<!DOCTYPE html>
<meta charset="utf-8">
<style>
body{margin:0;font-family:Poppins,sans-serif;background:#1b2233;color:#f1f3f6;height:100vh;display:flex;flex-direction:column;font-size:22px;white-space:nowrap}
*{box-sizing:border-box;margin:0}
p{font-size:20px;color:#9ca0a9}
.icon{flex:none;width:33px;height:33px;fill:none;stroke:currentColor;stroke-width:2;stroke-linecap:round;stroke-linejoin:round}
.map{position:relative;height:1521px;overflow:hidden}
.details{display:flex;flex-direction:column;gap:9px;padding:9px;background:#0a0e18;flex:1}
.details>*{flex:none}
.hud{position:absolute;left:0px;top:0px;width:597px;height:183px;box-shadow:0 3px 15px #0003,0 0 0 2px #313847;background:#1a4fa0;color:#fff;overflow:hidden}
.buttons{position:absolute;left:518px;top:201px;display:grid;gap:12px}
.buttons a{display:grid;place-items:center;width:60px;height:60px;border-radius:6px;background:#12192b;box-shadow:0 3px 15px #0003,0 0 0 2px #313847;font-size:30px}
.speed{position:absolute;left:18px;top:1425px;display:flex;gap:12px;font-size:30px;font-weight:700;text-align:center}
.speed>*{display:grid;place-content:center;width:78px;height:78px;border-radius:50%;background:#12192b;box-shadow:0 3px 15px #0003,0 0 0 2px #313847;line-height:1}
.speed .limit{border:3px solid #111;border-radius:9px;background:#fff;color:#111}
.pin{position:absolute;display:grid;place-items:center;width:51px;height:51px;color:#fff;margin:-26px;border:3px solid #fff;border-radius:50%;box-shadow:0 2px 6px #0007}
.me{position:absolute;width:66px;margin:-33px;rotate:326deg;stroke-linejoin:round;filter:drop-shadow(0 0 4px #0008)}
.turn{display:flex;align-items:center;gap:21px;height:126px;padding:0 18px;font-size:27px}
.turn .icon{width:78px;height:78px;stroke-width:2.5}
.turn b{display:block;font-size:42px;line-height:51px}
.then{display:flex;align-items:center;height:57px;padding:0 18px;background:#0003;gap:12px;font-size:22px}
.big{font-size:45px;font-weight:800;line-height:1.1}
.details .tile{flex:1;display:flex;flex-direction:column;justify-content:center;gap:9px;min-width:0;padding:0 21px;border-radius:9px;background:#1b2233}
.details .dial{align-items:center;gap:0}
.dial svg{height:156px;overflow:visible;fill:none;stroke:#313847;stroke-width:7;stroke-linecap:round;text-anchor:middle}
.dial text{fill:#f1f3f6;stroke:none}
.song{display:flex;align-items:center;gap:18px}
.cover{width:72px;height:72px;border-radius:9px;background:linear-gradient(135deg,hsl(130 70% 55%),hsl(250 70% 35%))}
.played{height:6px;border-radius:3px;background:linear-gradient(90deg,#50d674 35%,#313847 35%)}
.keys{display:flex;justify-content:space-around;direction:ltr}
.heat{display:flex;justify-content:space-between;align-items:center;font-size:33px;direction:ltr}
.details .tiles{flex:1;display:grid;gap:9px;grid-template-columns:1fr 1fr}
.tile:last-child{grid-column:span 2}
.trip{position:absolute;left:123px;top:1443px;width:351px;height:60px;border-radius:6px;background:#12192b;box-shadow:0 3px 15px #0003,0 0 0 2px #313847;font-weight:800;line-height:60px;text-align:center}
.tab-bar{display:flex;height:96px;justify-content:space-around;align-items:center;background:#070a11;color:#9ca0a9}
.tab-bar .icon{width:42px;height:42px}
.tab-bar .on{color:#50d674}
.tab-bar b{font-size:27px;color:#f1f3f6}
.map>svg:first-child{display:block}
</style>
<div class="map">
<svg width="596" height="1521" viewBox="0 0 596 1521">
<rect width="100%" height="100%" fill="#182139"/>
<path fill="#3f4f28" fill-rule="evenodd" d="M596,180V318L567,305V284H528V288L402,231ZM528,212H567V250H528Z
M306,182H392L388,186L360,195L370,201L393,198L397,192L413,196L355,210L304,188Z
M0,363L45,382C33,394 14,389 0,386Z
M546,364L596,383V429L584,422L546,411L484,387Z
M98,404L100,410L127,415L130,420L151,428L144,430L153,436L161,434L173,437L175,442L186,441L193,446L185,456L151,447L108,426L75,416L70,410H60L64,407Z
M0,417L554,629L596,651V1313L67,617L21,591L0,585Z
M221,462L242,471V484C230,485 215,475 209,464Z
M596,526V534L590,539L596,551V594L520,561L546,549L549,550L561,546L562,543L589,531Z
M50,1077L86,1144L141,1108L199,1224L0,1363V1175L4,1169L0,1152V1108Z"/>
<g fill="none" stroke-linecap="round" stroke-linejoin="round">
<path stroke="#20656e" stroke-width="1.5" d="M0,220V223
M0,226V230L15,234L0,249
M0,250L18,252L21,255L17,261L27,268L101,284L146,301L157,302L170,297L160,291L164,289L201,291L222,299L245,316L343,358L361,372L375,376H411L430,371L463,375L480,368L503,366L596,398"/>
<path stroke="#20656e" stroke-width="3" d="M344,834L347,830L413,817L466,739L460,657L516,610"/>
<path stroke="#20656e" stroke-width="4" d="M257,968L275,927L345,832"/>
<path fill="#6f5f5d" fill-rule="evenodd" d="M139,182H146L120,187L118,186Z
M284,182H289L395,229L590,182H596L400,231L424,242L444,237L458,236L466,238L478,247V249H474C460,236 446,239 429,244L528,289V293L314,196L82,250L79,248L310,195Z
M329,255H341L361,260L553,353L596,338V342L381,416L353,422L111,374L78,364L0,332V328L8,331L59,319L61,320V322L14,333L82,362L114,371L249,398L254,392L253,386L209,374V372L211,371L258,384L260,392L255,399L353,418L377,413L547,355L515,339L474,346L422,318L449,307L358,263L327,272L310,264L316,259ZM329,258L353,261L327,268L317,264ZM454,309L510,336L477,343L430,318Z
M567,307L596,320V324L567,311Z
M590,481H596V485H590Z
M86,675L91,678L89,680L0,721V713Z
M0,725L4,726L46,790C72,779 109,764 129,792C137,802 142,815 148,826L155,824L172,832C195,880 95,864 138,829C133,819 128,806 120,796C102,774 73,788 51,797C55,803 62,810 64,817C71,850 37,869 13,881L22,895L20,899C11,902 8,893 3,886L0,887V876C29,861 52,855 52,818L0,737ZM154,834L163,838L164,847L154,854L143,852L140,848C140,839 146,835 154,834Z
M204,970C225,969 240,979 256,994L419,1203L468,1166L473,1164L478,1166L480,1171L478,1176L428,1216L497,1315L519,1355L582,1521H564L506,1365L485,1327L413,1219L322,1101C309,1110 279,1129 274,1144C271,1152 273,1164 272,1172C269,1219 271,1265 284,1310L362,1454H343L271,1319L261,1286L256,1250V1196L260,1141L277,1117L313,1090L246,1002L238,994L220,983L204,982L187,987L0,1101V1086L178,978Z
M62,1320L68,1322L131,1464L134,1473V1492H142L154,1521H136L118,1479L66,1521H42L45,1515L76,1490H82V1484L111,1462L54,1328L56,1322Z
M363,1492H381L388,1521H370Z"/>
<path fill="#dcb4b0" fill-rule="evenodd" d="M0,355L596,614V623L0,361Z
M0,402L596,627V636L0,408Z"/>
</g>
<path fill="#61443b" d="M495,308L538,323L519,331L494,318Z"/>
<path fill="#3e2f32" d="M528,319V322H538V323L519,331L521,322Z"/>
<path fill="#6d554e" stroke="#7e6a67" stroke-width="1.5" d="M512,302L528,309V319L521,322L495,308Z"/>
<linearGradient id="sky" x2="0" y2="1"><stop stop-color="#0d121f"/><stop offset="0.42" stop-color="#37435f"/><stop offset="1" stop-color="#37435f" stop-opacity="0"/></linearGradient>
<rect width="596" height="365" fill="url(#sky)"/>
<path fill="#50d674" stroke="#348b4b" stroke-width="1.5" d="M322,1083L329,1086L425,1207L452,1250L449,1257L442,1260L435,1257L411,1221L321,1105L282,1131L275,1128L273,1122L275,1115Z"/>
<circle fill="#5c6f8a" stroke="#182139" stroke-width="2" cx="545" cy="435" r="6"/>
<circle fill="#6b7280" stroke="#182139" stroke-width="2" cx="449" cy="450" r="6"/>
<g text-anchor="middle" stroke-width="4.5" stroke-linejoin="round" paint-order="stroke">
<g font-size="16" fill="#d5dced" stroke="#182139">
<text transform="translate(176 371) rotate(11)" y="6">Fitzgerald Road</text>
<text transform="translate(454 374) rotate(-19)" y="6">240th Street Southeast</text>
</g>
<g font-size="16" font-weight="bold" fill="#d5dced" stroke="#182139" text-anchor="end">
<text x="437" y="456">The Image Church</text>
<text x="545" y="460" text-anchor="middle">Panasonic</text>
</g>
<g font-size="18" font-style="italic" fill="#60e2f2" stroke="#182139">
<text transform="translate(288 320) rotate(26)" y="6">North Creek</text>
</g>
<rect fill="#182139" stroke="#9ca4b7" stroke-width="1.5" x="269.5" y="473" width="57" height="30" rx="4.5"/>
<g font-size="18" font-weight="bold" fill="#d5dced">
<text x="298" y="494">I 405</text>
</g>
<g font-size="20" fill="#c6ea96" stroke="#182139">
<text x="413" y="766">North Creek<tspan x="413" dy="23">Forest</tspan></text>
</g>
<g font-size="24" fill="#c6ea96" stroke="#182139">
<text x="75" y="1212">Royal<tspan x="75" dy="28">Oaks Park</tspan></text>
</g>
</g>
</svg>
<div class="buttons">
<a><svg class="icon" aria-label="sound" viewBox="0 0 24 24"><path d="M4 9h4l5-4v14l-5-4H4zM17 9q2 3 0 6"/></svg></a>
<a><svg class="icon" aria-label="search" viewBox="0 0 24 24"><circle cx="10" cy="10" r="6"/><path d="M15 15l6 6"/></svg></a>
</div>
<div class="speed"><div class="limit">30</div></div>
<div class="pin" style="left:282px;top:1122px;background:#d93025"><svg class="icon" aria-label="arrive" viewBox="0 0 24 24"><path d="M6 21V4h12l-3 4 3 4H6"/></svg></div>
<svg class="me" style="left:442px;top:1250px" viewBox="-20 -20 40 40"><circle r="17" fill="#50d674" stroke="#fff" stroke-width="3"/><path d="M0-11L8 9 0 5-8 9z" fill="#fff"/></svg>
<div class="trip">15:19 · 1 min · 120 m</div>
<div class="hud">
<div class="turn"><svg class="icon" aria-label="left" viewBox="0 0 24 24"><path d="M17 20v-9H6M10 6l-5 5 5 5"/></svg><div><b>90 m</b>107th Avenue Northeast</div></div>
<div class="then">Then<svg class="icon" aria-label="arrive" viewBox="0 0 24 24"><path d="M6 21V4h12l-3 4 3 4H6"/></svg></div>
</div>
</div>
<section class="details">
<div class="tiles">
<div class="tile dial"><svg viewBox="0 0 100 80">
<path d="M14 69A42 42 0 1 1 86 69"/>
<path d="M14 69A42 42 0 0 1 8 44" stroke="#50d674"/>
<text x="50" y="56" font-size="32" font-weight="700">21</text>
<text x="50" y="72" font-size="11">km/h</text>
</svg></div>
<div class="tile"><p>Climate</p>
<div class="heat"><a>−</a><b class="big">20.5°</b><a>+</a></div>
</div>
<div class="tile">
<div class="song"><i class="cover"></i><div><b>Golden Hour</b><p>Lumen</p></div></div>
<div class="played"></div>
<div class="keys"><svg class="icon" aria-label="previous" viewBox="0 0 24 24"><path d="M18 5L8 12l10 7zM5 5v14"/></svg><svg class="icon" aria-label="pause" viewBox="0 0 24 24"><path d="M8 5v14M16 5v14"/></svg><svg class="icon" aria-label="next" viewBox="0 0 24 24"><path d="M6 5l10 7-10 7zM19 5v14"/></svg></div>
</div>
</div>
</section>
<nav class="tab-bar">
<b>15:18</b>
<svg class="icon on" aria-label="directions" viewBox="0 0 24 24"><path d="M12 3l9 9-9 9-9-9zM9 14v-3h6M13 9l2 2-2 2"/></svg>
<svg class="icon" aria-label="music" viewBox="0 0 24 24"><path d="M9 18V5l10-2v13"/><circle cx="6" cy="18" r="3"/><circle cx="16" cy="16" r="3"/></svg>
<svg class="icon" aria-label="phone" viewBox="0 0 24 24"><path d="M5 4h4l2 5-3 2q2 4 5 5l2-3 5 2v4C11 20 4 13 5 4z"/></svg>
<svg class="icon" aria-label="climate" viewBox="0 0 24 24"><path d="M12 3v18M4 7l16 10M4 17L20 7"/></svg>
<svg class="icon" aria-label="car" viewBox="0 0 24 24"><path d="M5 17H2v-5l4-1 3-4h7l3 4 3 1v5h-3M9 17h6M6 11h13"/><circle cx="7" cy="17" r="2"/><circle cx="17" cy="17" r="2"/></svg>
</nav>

● **Exercise goal**: Scan the material for the word "played". Return every line where it is found.

● **Task answer**:
.played{height:6px;border-radius:3px;background:linear-gradient(90deg,#50d674 35%,#313847 35%)}
<div class="played"></div>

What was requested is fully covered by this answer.